TASK → Write out the whole listing again, exactly as given.

———

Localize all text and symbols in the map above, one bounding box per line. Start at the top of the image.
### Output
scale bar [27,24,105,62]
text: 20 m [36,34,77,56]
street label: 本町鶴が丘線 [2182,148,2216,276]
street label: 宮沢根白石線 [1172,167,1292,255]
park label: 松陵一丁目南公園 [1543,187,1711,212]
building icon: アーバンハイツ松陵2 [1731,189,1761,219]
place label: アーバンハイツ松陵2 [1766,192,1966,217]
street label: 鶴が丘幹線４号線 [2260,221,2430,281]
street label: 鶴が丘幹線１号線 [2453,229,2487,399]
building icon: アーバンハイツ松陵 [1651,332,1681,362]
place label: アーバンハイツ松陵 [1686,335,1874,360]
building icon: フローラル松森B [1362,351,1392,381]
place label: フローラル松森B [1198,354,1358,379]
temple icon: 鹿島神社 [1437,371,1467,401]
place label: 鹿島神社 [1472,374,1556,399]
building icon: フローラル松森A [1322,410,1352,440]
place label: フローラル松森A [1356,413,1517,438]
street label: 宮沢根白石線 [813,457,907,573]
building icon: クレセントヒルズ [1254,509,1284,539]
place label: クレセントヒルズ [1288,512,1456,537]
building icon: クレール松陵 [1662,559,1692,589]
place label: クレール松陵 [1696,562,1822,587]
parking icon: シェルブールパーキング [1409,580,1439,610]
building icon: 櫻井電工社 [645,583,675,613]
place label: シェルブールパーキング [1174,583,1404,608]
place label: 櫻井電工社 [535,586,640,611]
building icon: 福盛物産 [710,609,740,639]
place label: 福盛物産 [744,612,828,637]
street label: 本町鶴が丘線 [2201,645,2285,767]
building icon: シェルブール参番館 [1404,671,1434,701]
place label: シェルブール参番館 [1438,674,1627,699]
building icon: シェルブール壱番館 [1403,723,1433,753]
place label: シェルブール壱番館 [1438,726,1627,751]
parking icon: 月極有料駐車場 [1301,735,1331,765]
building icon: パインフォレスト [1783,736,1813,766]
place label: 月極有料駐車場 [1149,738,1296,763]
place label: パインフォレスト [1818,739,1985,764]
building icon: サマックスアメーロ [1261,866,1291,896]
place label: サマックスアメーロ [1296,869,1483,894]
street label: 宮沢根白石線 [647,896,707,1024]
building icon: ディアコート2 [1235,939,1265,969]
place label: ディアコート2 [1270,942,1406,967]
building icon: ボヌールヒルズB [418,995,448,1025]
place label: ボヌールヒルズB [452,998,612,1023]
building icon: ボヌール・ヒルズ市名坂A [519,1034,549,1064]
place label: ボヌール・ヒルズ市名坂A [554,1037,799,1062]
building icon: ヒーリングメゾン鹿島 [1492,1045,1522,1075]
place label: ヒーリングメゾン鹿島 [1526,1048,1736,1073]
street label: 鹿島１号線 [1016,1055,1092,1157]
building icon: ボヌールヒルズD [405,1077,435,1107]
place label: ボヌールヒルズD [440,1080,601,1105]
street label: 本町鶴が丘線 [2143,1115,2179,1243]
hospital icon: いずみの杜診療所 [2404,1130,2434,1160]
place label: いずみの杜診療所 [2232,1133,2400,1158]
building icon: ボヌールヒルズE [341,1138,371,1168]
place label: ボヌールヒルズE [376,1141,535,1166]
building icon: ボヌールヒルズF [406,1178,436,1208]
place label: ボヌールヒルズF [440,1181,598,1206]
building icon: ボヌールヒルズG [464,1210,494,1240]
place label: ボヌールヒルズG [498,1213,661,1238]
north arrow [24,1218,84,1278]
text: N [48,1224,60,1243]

———

TASK OUTPUT →
Localize all text and symbols in the map above, one bounding box per line. Start at the top of the image.
### Output
scale bar [27,24,105,62]
text: 20 m [36,34,77,56]
street label: 本町鶴が丘線 [2182,148,2216,276]
street label: 宮沢根白石線 [1172,167,1292,255]
park label: 松陵一丁目南公園 [1543,187,1711,212]
building icon: アーバンハイツ松陵2 [1731,189,1761,219]
place label: アーバンハイツ松陵2 [1766,192,1966,217]
street label: 鶴が丘幹線４号線 [2260,221,2430,281]
street label: 鶴が丘幹線１号線 [2453,229,2487,399]
building icon: アーバンハイツ松陵 [1651,332,1681,362]
place label: アーバンハイツ松陵 [1686,335,1874,360]
building icon: フローラル松森B [1362,351,1392,381]
place label: フローラル松森B [1198,354,1358,379]
temple icon: 鹿島神社 [1437,371,1467,401]
place label: 鹿島神社 [1472,374,1556,399]
building icon: フローラル松森A [1322,410,1352,440]
place label: フローラル松森A [1356,413,1517,438]
street label: 宮沢根白石線 [813,457,907,573]
building icon: クレセントヒルズ [1254,509,1284,539]
place label: クレセントヒルズ [1288,512,1456,537]
building icon: クレール松陵 [1662,559,1692,589]
place label: クレール松陵 [1696,562,1822,587]
parking icon: シェルブールパーキング [1409,580,1439,610]
building icon: 櫻井電工社 [645,583,675,613]
place label: シェルブールパーキング [1174,583,1404,608]
place label: 櫻井電工社 [535,586,640,611]
building icon: 福盛物産 [710,609,740,639]
place label: 福盛物産 [744,612,828,637]
street label: 本町鶴が丘線 [2201,645,2285,767]
building icon: シェルブール参番館 [1404,671,1434,701]
place label: シェルブール参番館 [1438,674,1627,699]
building icon: シェルブール壱番館 [1403,723,1433,753]
place label: シェルブール壱番館 [1438,726,1627,751]
parking icon: 月極有料駐車場 [1301,735,1331,765]
building icon: パインフォレスト [1783,736,1813,766]
place label: 月極有料駐車場 [1149,738,1296,763]
place label: パインフォレスト [1818,739,1985,764]
building icon: サマックスアメーロ [1261,866,1291,896]
place label: サマックスアメーロ [1296,869,1483,894]
street label: 宮沢根白石線 [647,896,707,1024]
building icon: ディアコート2 [1235,939,1265,969]
place label: ディアコート2 [1270,942,1406,967]
building icon: ボヌールヒルズB [418,995,448,1025]
place label: ボヌールヒルズB [452,998,612,1023]
building icon: ボヌール・ヒルズ市名坂A [519,1034,549,1064]
place label: ボヌール・ヒルズ市名坂A [554,1037,799,1062]
building icon: ヒーリングメゾン鹿島 [1492,1045,1522,1075]
place label: ヒーリングメゾン鹿島 [1526,1048,1736,1073]
street label: 鹿島１号線 [1016,1055,1092,1157]
building icon: ボヌールヒルズD [405,1077,435,1107]
place label: ボヌールヒルズD [440,1080,601,1105]
street label: 本町鶴が丘線 [2143,1115,2179,1243]
hospital icon: いずみの杜診療所 [2404,1130,2434,1160]
place label: いずみの杜診療所 [2232,1133,2400,1158]
building icon: ボヌールヒルズE [341,1138,371,1168]
place label: ボヌールヒルズE [376,1141,535,1166]
building icon: ボヌールヒルズF [406,1178,436,1208]
place label: ボヌールヒルズF [440,1181,598,1206]
building icon: ボヌールヒルズG [464,1210,494,1240]
place label: ボヌールヒルズG [498,1213,661,1238]
north arrow [24,1218,84,1278]
text: N [48,1224,60,1243]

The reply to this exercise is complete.